“王爷,这出戏确实精彩!”楚雨寒附在南宫逸耳畔低声道:“不过,就不知道皇上的隐忍力有多强了?”
南宫宵心机颇深,他对赛氏兄妹的态度,一再刷新了楚雨寒心中对他的认知。
“没关系,好戏多磨,精彩继续!”南宫逸告病修养,所以以茶代酒,他一边品茶一边同楚雨寒耳鬓厮磨。
在外人看来,翊王同翊王妃确实是感情甚笃,如胶似漆。
皇帝寿辰不欢而散,这一夜,皇帝没有宿在夕贵妃处,而是去了秦贵人的寝宫。
那一晚,赛金彪在妹妹的指点下,福寿宫外跪了整整一个晚上,第二日一早,夕贵妃与赛金彪一起跪着,她知道这是皇帝上朝的必经之路。

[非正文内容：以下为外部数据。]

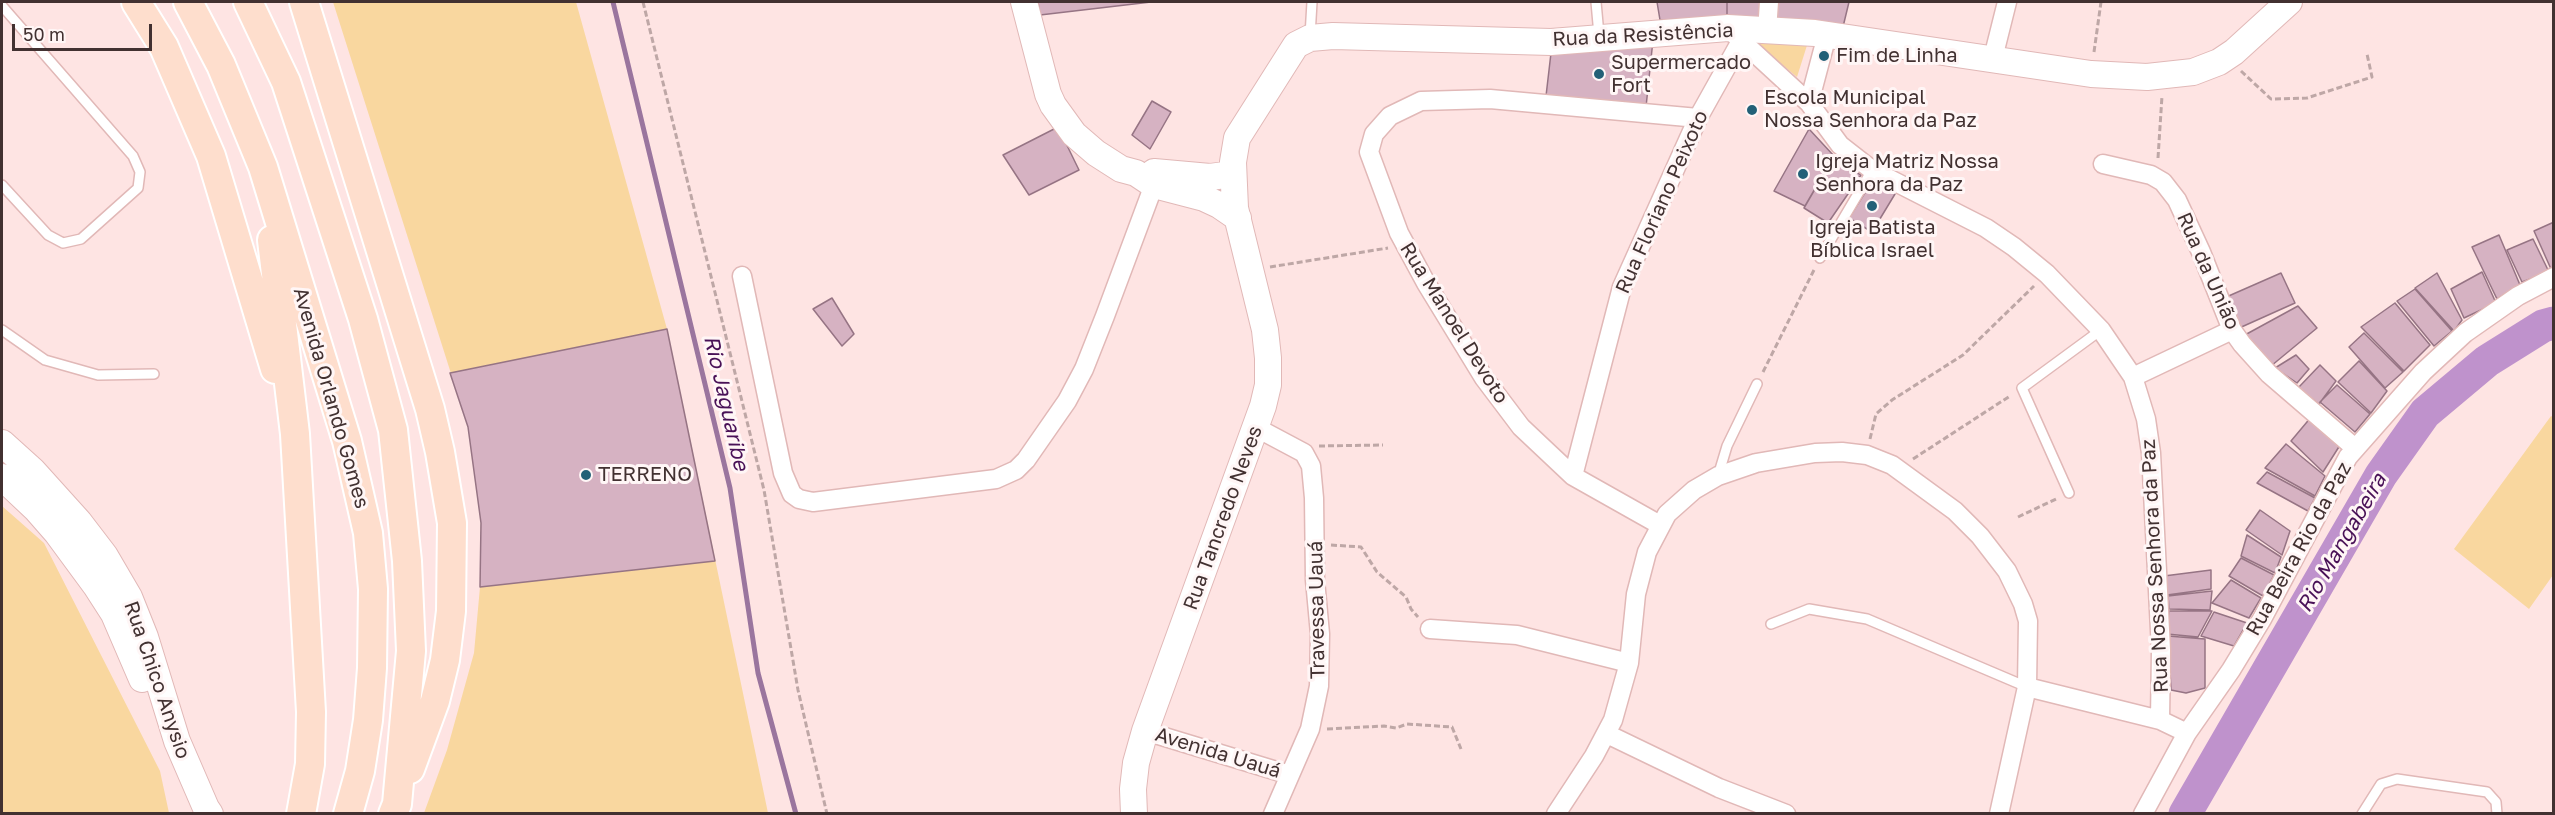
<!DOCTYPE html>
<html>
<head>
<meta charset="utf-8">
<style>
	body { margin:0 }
	#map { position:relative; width:2555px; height:815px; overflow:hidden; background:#fee4e3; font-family:"Golos Text",sans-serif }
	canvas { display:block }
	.frame { position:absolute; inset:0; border:3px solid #423131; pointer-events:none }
	.scale { position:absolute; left:12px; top:24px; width:140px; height:27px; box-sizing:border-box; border:3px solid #423131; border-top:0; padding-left:8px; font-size:18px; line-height:21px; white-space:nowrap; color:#423131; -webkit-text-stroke:4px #fff6f6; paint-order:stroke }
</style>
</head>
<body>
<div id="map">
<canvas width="2555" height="815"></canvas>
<div class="frame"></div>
<div class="scale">50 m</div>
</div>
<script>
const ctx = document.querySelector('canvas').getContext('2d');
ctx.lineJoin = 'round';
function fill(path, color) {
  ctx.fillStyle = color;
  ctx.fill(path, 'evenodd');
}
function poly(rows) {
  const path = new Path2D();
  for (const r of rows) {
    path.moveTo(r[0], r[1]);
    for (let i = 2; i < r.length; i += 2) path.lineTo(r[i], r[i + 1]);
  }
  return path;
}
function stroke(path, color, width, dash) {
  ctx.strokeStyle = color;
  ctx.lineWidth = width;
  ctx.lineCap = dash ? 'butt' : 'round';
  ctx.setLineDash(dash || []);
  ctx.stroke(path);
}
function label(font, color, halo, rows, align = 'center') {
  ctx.font = font + ' "Golos Text",sans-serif';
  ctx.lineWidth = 6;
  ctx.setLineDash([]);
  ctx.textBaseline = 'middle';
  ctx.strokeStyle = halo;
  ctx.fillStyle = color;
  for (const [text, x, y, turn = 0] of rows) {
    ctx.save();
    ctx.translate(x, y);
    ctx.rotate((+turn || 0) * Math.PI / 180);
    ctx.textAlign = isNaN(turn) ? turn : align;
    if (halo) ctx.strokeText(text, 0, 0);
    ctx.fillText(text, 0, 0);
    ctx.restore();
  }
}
const green = poly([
	[333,2,576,2,667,329,768,813,424,813,447,750,474,653,480,587,481,523,468,427],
	[1745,34,1809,39,1797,77],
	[2551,416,2554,418,2553,575,2529,609,2454,549],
	[2,506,44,543,160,771,169,813,2,813]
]);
const stream = poly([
	[613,2,730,488,758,673,796,814]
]);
const river = poly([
	[2185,814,2381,475,2425,413,2487,361,2543,326,2554,323]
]);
const building = poly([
	[1038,2,1151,2,1040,15,1038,2],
	[1657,2,1727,2,1727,18,1660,20,1657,2],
	[1727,2,1760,2,1759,20,1727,18,1727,2],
	[1772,2,1849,2,1842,31,1769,21,1772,2],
	[1653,40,1646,107,1546,96,1551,53,1653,40],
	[1152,101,1171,112,1150,149,1132,135,1152,101],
	[1058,127,1079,170,1029,195,1003,155,1058,127],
	[1809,129,1834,156,1805,206,1774,191,1809,129],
	[1833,158,1861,175,1828,223,1804,208,1833,158],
	[1873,180,1895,194,1872,232,1849,218,1873,180],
	[2554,222,2554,268,2551,269,2534,231,2554,222],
	[2499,235,2520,285,2497,299,2472,247,2499,235],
	[2533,239,2549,272,2522,282,2507,250,2533,239],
	[2482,272,2496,303,2464,318,2451,289,2482,272],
	[2281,273,2295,303,2237,329,2224,298,2281,273],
	[2437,273,2462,320,2454,331,2415,288,2437,273],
	[2415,289,2452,331,2434,346,2397,301,2415,289],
	[832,298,854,334,842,346,813,309,832,298],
	[2395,303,2430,345,2404,371,2361,327,2395,303],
	[2298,306,2317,328,2271,366,2243,336,2298,306],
	[667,329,715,561,480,587,481,523,468,427,450,373,667,329],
	[2364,333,2403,372,2385,388,2349,347,2364,333],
	[2296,355,2309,369,2297,383,2275,368,2296,355],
	[2359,361,2387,391,2371,413,2338,382,2359,361],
	[2320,365,2336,381,2319,404,2298,388,2320,365],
	[2337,385,2370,414,2355,432,2320,402,2337,385],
	[2312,416,2342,442,2323,472,2291,441,2312,416],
	[2286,444,2325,476,2315,496,2265,468,2286,444],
	[2267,472,2315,498,2308,511,2257,483,2267,472],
	[2260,510,2290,531,2282,555,2246,530,2260,510],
	[2247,535,2281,557,2275,573,2241,556,2247,535],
	[2241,558,2274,575,2263,596,2229,576,2241,558],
	[2211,570,2211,589,2167,595,2164,576,2211,570],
	[2231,580,2261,598,2249,618,2212,603,2231,580],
	[2212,591,2210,610,2169,609,2168,596,2212,591],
	[2169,611,2212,611,2198,637,2167,634,2169,611],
	[2214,612,2247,623,2234,646,2201,636,2214,612],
	[2168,636,2205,639,2205,688,2186,693,2171,690,2168,636]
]);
const path = poly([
	[643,2,764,490,798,690,827,814],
	[2094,52,2101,2],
	[2241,71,2271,99,2307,98,2372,77,2367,54],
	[2158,158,2162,96],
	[1270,267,1388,248],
	[1763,372,1814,270],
	[1870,439,1876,414,1892,400,1963,355,2034,286],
	[1319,446,1383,445],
	[1913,459,2010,396],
	[2018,517,2056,499],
	[1331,545,1361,547,1377,572,1406,597,1411,609,1418,617],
	[1327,729,1384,726,1396,728,1407,724,1452,727,1461,749]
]);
const lane = poly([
	[1596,2,1599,35],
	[2,6,133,156,140,172,138,188,81,239,63,243,48,235,2,185],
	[1310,36,1312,2],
	[1820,258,1872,170],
	[2,330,45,360,98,375,154,374],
	[1718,476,1727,446,1757,384],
	[2069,493,2022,388,2101,330],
	[1771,624,1809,609,1867,619,2027,687],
	[2362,814,2381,784,2397,779,2487,792,2496,802,2497,814]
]);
const street = poly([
	[1767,31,1769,2],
	[1734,34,1809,103,1827,35],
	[1993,58,2007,2],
	[1809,103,1840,145,1872,170,1986,228,2014,247,2047,274,2101,330,2133,377,2146,419,2151,453,2161,650,2160,720],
	[2103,164,2151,175,2163,182,2177,200,2201,252,2232,330,2242,344,2269,374,2355,448],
	[742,276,783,473,792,494,799,499,813,502,996,479,1016,470,1026,460,1067,401,1084,369,1105,316,1158,174],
	[2133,377,2232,330],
	[1257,428,1304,453,1311,466,1314,498,1315,580,1320,634,1319,686,1310,729,1273,814],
	[1573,476,1622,287,1698,118,1741,41],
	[1660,525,1573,476,1521,427,1484,378,1426,283,1399,233,1369,152,1374,134,1390,116,1421,101,1490,99,1698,118],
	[1430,629,1517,635,1629,663],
	[2027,687,2160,720,2187,733],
	[1145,731,1290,775],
	[1607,734,1719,788,1786,814],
	[1556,814,1594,756,1613,720,1629,663,1636,594,1647,552,1667,514,1694,490,1718,476,1756,463,1815,453,1842,452,1867,455,1892,465,1955,511,1980,536,2007,571,2023,604,2028,621,2027,687,1999,814],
	[2143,814,2187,733,2231,670,2262,619,2348,457,2423,372,2465,333,2518,296,2554,277]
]);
const secondary = poly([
	[1024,2,1048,94,1053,105,1074,134,1096,153,1121,169,1136,173,1154,185,1204,198,1219,205,1238,218],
	[1154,172,1210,177,1232,174],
	[2,443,33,471,79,522,105,556,129,597,145,637,177,741,206,808,210,814],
	[2,477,36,509,57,533,96,586,114,614,142,679],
	[1134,814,1133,789,1136,763,1145,731,1263,406,1268,385,1268,358,1265,330,1235,208,1233,162,1237,138,1296,45,1310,38,1333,36,1551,42,1728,28,1815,33,2091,74,2147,77,2193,72,2219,62,2234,52,2289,2]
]);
const primary = poly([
	[136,2,164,47,211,156,275,369],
	[188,2,221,65,263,167,347,441,368,533,373,589,372,668,368,720,360,771,348,814],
	[248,2,286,82,363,319,393,430,407,561,411,651,397,804,393,814],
	[304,2,430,409,440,452,452,523,451,611,445,660,435,701,410,769],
	[272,240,295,434,311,712,310,764,301,814]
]);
const markers = [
	[1824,56,6,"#236077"],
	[1599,74,6,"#236077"],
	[1752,110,6,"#236077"],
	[1803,174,6,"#236077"],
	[1872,206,6,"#236077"],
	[586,475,6,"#236077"]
];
const streetNames = [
	["Rua da Resistência",1643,35,-3],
	["Rua Floriano Peixoto",1662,202,-66],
	["Rua da União",2208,271,66],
	["Rua Manoel Devoto",1454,323,58],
	["Avenida Orlando Gomes",331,398,74],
	["Rua Tancredo Neves",1223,518,-70],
	["Rua Beira Rio da Paz",2299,549,-61],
	["Rua Nossa Senhora da Paz",2155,566,-93],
	["Travessa Uauá",1317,610,-91],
	["Rua Chico Anysio",157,680,71],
	["Avenida Uauá",1218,753,17]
];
const poiNames = [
	["Fim de Linha",1836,56],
	["Supermercado",1611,63],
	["Fort",1611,86],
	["Escola Municipal",1764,98],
	["Nossa Senhora da Paz",1764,121],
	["Igreja Matriz Nossa",1815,162],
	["Senhora da Paz",1815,185],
	["Igreja Batista",1872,228,"center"],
	["Bíblica Israel",1872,251,"center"],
	["TERRENO",598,475]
];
const waterNames = [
	["Rio Jaguaribe",726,403,77],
	["Rio Mangabeira",2342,543,-60]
];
fill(green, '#f9d79f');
stroke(stream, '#9a759e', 5);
stroke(river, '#bf92cc', 33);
fill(building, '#d6b2c2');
stroke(building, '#967484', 1.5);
stroke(lane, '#e1b8b7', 12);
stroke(street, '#e1b8b7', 21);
stroke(secondary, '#e1b8b7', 28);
stroke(primary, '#fff', 32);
stroke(path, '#bea7a6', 3, [6, 3]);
stroke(lane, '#fff', 9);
stroke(street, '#fff', 18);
stroke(secondary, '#fff', 26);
stroke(primary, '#fedecd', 28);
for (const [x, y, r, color] of markers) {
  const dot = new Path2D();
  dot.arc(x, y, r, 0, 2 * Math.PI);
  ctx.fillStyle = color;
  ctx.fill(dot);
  stroke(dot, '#fff6f6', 2);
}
label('20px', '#423131', '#fff6f6', streetNames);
label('20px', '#423131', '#fff6f6', poiNames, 'left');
label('italic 21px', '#491157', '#fff6f6', waterNames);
</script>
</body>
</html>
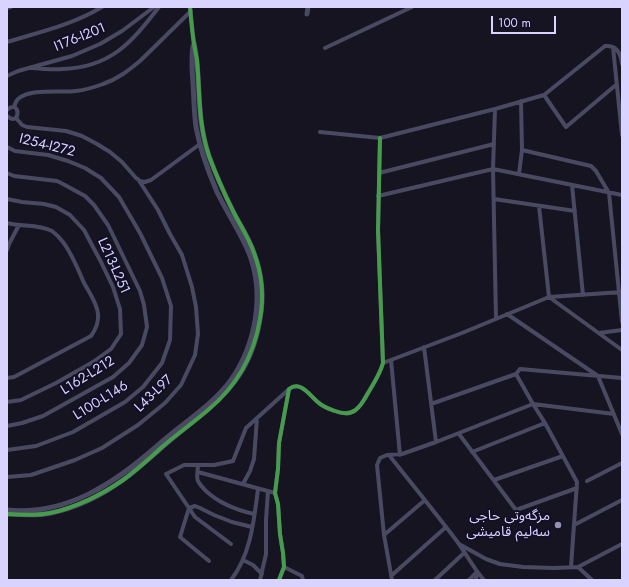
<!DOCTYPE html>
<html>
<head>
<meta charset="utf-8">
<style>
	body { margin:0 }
	#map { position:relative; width:629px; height:587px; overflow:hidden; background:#161421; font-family:Jost,sans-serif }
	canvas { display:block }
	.frame { position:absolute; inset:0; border:8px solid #d9d4ff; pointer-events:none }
	.scale { position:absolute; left:491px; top:16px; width:65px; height:18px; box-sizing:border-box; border:2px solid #d9d4ff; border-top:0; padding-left:5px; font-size:12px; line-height:14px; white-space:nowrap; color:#d9d4ff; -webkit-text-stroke:3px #130f26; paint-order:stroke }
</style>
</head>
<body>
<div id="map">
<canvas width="629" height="587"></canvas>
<div class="frame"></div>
<div class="scale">100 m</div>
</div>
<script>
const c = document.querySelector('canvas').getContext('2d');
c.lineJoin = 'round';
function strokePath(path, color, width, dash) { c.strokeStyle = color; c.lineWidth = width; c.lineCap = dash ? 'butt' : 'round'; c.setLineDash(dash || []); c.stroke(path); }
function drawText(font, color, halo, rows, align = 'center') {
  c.font = font + ' Jost,"Noto Sans Arabic",sans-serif'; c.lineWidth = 4; c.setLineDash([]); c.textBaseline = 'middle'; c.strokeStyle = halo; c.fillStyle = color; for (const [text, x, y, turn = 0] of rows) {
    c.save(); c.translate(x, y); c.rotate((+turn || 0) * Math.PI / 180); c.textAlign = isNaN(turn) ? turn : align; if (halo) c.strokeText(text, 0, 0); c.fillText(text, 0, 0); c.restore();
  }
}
const minor = new Path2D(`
	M190,7l4,36
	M7,8l4,-1
	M7,42c33,-10 65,-17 95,-35
	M613,47l9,88
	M325,48l87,-41
	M32,68c10,1 20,2 31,1 48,-2 68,-26 96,-62
	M7,76l11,-5 54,-15 28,-12 22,-13 32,-24
	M544,95l22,32 51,-43
	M14,107c1,-3 2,-6 4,-8 13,-11 42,-6 58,-8 9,-1 19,-4 27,-7 15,-5 26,-14 37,-23l51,-50
	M495,109l-2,60 3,150
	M7,110c14,-12 14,18 0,6
	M16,118l6,7 5,2 39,4 16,5 15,8 13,8 12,10 14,16 4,3 5,1 6,-2 49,-36
	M320,132l60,6 115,-29 49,-14 61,-49c12,-1 16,8 17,18
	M7,147l8,4 33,4 20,6 17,7 16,10 18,19 21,36 22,45 9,28 -1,34 -8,23 -19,24 -18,15 -52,30 -37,14 -29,4
	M522,150l69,16 5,5 13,22 13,129
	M7,173l7,3 43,5 6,3 22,12 9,9 14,20 32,66 4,14 3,22 -5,18 -13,18 -16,14 -70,39 -21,7 -15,3
	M379,173l115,-29
	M519,174l3,-24 -1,-49
	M572,185l11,110
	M378,196l115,-27 129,26
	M7,199l15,3 22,2 12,3 14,8 14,15 17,32 12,25 7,22 1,25 -10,15 -18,13 -37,21 -35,17 -14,2
	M494,199l81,12
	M539,206l10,91 73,53
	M7,223c15,4 31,1 45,8 4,3 8,7 11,11 9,12 15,27 21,41 5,9 13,20 14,31 1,9 -2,15 -7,22l-77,41 -7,1
	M7,250l2,-6 10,-19
	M507,314l91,62 24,58
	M599,333l23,-3
	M424,347l12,95
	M391,360l9,95
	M383,363l79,-30 87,-36 73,-5
	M431,404l85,-30
	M459,434l57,76 61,-22
	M472,452l73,-29
	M389,455c22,28 45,56 67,85 10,13 17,28 28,40
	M198,465c0,5 -2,11 0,16 2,4 5,7 8,10 14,13 30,19 48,23
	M198,472l77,21
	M7,477l24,-2 44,-15 27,-12 36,-23 27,-22 16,-18 14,-30 3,-21 -2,-27 -4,-20 -10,-32 -12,-21 -12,-24 -20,-31
	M494,480l69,-24
	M587,481l35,-18
	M243,484l7,-13 4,-12 3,-41
	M189,508l6,-2 5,2 14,7 18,7 20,5
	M189,508l-9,29 29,24
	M574,525l48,-25
	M384,535l41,-35
	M231,544l-36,-27 -29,-43 18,-9h30l19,-4 13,-33 42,-38
	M459,544l27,15 14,5 23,3 31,1 24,-1 44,-23
	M243,560l10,5 9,9
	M284,567l18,9 1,4
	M571,567l6,-85 -32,-59 -12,-19 -17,-30 4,-5 102,9
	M578,567l14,13
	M391,576l55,-49
	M231,580c20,-26 23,-60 27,-91
	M260,580l6,-26v-34l2,-29
	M279,580l5,-13 -1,-14 -3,-19 -2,-30 -3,-11 3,-24 1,-26 10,-54c12,-9 21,7 30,14 4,4 11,6 16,8 18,7 25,-3 33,-18 6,-10 12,-19 15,-30l-5,-133 2,-92
	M392,580l-8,-45 -7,-70 3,-7 7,-3 15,-1 34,-12 97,-38 81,10
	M435,580l29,-27
	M469,580l8,-8 -1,8`);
const tertiary = new Path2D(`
	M307,14l1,-7
	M7,510c59,6 108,-27 150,-64 24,-22 54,-39 74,-66 25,-36 34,-86 18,-127 -9,-22 -22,-40 -32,-61 -9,-21 -17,-43 -21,-65 -2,-14 -2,-29 -3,-44 -1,-12 -2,-24 0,-37
	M7,514c15,1 30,2 44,-1 25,-5 51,-18 72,-33 13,-9 24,-20 36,-30 48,-43 90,-61 101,-131 4,-22 2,-45 -6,-66 -5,-15 -14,-28 -21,-42 -9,-18 -17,-36 -24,-55 -5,-15 -8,-31 -9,-47 -2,-22 -1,-44 -6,-66`);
const cycleway = new Path2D(`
	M7,514c14,1 29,2 43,-1 25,-5 53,-19 73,-33 14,-10 26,-21 39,-33 15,-13 31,-24 46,-37 29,-24 46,-55 52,-91 4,-22 2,-45 -6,-66 -5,-15 -14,-28 -21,-42 -9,-18 -17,-36 -24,-55 -11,-33 -9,-62 -12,-96 -1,-5 -2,-11 -3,-16 -2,-12 -3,-25 -4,-37
	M279,580l5,-13 -1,-14 -3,-19 -2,-30 -3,-11 3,-24 1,-26 10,-54c12,-9 21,7 30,14 4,4 11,6 16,8 18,7 25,-3 33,-18 6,-10 12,-19 15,-30l-5,-133 2,-92`);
const markers = [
	[558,525,4,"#9591b1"]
];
const streetNames = [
	["I176-I201",80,38,-22],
	["I254-I272",47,146,14],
	["L213-L251",113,266,66],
	["L162-L212",88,376,-32],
	["L43-L97",154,394,-44],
	["L100-L146",101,401,-32]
];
const poiNames = [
	["مزگەوتی حاجی",550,517],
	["سەلیم قامیشی",550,533]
];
strokePath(minor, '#4a4962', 4);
strokePath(tertiary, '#4a4962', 5);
strokePath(cycleway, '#469c4c', 4);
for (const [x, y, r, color] of markers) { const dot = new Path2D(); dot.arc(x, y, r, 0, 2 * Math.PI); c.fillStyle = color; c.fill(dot); strokePath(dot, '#130f26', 1.5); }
drawText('14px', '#d9d4ff', '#130f26', streetNames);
drawText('14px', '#d9d4ff', '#130f26', poiNames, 'right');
</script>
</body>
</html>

“妹妹,我会不会真的完蛋了?”跪了一天一夜,不见皇上身影,赛金彪确实有些不知所措了,一脸的懊悔。
比起赛金彪,夕贵妃则镇静许多。
她思量片刻,幽幽地道:“哥哥莫慌,此时正是用人之际,只要哥哥认错态度诚恳,或许还有一线生机,吃一堑长一智,千万要谨记莫要触碰陛下的底线,不然你我兄妹真的要完蛋了!”
赛金彪使劲点了点头:“还是妹妹目光长远,日后哥哥都听你的!”
一直跪倒皇帝下朝的时候,夕贵妃坚持不住了,站起身来,她不能拿自己的孩子来赌,她赌不起,没了孩子,她便更没地位了。
一晚上滴水未沾,整个人都跪得虚脱,膝盖疼痛难忍,再跪下去,双腿估计得废掉一般。就在这时,魏公公及时出现了。
“赛大人,陛下要见您呢。”魏公公尖锐的声音响起。
赛金彪心中一阵狂喜,费力站了起来,步履蹒跚地走向了万福宫。
皇帝接见赛金彪的消息很快不胫而走,夕贵妃听闻此消息顿时松了一口气。
皇后则是心中忐忑不安,她一次一次的出手,却是一次一次的失败,让她都有些失去信心了。
福寿宫。
赛金彪步履艰难地来到大殿之上,形容狼狈地屈膝一跪,痛得他咬紧牙关。
皇上一瞧赛金彪这幅样子,本来恶劣到极点的心情好了不少。他现在是一枚有用的棋子,所以他还不能过早丢弃,待他完成使命之时,便是他归西之日。
皇帝心理斗争了很久,终于打算暂且放他一马。“朕刚听闻赛爱卿在大殿之外跪了一晚,竟无一人来禀报,朕甚是气恼,赛爱卿快快请起。”
“臣有罪,臣不敢起来!”赛金彪终于懂得低眉顺目,奴颜婢膝。
“罢了,人非圣贤孰能无过,爱卿德高望重,朕是惜才爱才之君,快快请起!”皇帝心里千回百转,面上倒是不计前嫌。
“谢陛下隆恩!”赛金彪心有余悸地站起身来。
“陛下,和田镇县丞李中林进京求见,说有事情要面圣!”侍卫总管顾清扬急匆匆地进来禀报。
“什么大事竟然从边陲跑到京里来?宣他上殿!”皇上一脸疑惑,淡淡地道。
很快的,李县丞便风尘仆仆地从外面走了进来,看到赛金彪的时候,眼中露出愤恨的表情,一闪而逝,急忙来到皇上面前屈膝跪倒,朝着皇帝哭诉道:“陛下,您要为臣做主啊!”